Systemic lupus erythematosus (SLE) is a chronic, idiopathic, multisystemic, autoimmune disease associated with polyclonal B-cell activation.
Fibrinoid degeneration of connective tissue and the walls of blood vessels associated with an inflammatory infiltrate involving various organs may result in arthralgia or arthritis, kidney disease, liver disease, central nervous system disease, gastrointestinal disease, pericarditis, pneumonitis, myopathy, splenomegaly, as well as skin disease.
The cutaneous manifestations of SLE result from the production of multiple autoantibodies that deposit immune complexes at the dermal-epidermal junction.
Lupus skin lesions may be classified into three distinct groups:
Acute cutaneous lupus erythematosus (ACLE) lesions are strongly associated with active SLE; however, ACLE lesions may occasionally be seen in subacute cutaneous lupus erythematosus (SCLE).
Chronic cutaneous lupus erythematosus (CCLE) traditionally referred to as discoid lupus erythematosus (DLE). DLE lesions may be seen in both SLE and CCLE.
SLE is seen in a 9:1 female-to-male ratio; it is more common in blacks and Hispanics.
Approximately 10% of patients with SLE have a first-degree relative with the disease. An association of lupus and human leukocyte antigens (HLA) -DR2 and -DR4 has been seen.
The following are considered to be SLE-specific skin lesions:
The classic malar or butterfly rash (Fig. 34.15) is a persistent erythema over the cheeks that tends to spare the nasolabial creases. Sometimes, this is the initial symptom of lupus, and it often occurs after sun exposure.
Photosensitivity occurs as an exaggerated or unusual reaction to sunlight. Lesions tend to occur in sun-exposed areas such as the face, dorsa of the forearms, the hands, and the sun exposed V of the neck.
Discoid lesions (discoid lupus erythematosus) are erythematous lesions that evolve into scaly, atrophic scarring plaques (Fig. 34.16). Such discoid lesions affect 10% to 15% of patients with SLE.
Oral ulcerations may develop, more often on the hard palate or nasopharynx.
Nonspecific lesions of lupus that may be seen in SLE and other connective tissue diseases include the following:
The spider type of telangiectasia is usually seen in SLE, scleroderma, as well as dermatomyositis.
On dorsal hands, violaceous plaques that spare the skin overlying the joints are characteristic of SLE. Conversely, in dermatomyositis, the skin over joints are affected (Gottron papules [see 34.26 below]).

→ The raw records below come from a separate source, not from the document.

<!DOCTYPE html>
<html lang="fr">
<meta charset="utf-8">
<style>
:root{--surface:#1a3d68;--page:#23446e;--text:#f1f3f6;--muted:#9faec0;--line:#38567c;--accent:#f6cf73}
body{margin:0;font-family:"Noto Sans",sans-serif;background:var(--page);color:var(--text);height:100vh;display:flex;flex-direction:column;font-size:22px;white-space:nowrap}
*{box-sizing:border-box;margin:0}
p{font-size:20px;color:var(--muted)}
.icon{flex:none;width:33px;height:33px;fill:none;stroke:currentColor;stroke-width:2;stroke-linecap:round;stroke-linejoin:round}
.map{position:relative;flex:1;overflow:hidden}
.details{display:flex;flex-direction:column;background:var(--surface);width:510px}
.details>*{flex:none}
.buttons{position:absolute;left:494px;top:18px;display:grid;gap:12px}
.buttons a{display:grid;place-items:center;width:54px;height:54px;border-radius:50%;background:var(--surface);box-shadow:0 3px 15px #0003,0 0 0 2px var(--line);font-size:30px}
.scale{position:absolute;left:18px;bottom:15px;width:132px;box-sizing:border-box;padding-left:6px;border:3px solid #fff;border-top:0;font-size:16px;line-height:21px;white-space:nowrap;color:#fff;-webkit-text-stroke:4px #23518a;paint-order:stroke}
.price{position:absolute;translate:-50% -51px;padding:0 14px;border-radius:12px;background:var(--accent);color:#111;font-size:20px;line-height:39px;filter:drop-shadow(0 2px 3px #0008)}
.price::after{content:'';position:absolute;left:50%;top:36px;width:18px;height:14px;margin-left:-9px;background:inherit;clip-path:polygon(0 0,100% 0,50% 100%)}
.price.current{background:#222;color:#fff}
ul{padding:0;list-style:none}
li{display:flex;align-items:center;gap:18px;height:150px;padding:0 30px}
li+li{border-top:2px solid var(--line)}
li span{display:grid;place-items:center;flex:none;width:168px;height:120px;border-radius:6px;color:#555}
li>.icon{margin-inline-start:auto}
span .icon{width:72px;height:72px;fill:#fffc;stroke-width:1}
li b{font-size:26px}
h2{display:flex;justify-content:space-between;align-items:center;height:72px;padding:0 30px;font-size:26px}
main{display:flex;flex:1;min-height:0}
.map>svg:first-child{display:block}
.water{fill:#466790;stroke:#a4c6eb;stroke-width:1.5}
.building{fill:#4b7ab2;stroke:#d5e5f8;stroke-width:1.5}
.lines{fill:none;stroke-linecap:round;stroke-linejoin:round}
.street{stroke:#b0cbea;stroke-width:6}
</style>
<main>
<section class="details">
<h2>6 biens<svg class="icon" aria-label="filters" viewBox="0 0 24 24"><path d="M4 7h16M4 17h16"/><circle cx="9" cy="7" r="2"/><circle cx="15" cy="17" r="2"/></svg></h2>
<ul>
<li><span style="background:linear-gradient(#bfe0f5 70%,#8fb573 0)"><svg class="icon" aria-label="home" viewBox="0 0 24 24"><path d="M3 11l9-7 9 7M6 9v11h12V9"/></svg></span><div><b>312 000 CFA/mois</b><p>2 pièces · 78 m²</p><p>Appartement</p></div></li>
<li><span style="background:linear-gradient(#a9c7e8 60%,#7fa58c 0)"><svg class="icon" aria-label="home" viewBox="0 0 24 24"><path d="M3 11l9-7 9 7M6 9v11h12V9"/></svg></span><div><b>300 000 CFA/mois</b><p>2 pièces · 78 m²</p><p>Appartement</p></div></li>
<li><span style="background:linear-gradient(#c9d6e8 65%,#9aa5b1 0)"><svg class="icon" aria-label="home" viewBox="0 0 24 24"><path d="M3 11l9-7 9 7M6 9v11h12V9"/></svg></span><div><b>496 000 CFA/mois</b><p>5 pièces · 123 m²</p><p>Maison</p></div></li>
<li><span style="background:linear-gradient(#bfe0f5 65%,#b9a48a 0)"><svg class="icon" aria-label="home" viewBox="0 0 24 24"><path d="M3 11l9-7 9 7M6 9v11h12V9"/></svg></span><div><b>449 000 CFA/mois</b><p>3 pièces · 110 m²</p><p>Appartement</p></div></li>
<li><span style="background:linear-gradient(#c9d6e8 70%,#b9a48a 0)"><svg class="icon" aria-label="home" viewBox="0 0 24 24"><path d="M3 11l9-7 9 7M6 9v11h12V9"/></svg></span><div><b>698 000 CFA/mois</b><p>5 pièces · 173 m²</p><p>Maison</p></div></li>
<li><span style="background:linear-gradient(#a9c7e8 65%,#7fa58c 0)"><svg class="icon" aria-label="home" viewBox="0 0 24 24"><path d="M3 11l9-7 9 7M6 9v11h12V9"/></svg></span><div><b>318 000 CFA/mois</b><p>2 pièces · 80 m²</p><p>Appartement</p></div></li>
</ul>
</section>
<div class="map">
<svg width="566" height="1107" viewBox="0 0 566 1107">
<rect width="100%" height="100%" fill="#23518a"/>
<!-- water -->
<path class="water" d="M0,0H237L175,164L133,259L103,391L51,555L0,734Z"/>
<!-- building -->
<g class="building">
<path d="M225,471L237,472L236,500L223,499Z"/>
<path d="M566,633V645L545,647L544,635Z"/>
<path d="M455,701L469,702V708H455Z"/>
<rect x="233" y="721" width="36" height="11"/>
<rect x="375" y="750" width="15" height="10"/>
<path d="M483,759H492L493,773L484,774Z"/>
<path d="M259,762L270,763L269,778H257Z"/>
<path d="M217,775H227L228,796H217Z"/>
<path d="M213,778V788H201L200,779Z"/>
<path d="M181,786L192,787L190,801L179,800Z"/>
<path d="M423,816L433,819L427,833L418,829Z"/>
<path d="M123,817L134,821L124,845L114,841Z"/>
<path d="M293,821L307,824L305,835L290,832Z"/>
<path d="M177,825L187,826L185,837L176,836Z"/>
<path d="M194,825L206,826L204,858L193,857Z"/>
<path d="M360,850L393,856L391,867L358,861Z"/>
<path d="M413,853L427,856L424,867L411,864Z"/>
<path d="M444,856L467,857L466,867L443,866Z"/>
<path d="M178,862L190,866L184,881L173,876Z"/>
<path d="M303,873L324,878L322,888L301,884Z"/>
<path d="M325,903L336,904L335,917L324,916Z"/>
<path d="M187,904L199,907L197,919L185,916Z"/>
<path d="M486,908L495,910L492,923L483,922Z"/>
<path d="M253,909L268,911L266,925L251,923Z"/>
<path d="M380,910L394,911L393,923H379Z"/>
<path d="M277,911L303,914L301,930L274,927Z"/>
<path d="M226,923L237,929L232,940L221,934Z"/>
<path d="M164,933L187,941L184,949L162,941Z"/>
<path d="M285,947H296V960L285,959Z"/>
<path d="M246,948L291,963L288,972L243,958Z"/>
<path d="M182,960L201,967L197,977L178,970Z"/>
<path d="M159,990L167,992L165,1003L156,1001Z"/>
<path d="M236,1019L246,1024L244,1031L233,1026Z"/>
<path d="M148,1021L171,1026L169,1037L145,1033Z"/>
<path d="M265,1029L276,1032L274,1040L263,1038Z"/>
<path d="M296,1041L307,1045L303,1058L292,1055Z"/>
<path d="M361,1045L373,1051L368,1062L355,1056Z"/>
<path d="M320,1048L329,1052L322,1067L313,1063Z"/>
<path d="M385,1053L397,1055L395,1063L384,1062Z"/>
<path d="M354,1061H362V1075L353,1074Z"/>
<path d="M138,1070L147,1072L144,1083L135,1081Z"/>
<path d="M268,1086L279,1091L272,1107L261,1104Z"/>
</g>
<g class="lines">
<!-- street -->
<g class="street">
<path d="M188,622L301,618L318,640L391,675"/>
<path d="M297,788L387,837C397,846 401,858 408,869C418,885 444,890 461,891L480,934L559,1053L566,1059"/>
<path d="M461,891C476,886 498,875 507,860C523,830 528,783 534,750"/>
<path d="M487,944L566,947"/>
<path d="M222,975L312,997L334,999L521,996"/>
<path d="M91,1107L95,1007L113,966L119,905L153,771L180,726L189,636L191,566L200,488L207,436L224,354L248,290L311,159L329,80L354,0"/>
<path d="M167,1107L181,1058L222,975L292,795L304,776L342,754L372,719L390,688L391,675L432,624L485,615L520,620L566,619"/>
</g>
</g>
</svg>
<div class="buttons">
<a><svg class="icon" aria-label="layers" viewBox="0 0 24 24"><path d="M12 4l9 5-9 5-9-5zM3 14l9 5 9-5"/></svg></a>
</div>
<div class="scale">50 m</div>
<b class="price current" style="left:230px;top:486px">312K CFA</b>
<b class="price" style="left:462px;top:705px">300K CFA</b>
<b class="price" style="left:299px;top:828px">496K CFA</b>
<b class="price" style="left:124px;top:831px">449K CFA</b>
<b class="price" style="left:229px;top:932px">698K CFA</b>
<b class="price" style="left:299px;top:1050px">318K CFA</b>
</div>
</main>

Periungual telangiectasias are seen in SLE (Fig. 34.17), as well as in dermatomyositis and scleroderma.
Livedo reticulitis (Fig. 34.18), panniculitis, thrombophlebitis, urticaria, urticarial vasculitis, frontal alopecia (lupus hair) and diffuse nonscarring alopecia, and bullae are associated primarily with SLE.
Vasculitis, palpable purpura, and vasculitic ulcers (Figs. 34.19 and 34.20).
Fatigue, fever, and malaise may be the presenting nonspecific symptoms.
Signs or symptoms related to the specific organ or area involved (e.g., arthralgia).
Associated hematologic abnormalities: idiopathic thrombocytopenic purpura, hemolytic anemia, leukopenia, and clotting abnormalities, which may be related to the anticardiolipin syndrome.
Other associated conditions and symptoms that may be noted include rheumatoid arthritis, Sjögren syndrome, seizures, and the occurrence of multiple spontaneous abortions.
Antinuclear antibody (ANA) titers are positive in 95% of patients with SLE. The peripheral rim pattern is associated most strongly with lupus erythematosus, although other patterns commonly are present.
Anti-dsDNA (antibody to native double-stranded DNA) is present in 60% to 80% of patients and is more specific for SLE.
Anti-Sm antibody has a strong specificity for SLE. This is particularly relevant in patients in whom anti-dsDNA results are negative and may help exclude underlying systemic involvement.
Hypocomplementemia occurs in 70% of patients and is noted especially when there is renal involvement in active SLE.
The lupus band test involves the direct immunofluorescence of uninvolved, non-sun-exposed skin. When positive, it is suggestive of the presence of renal disease. This test has been largely supplanted by the aforementioned serologic tests.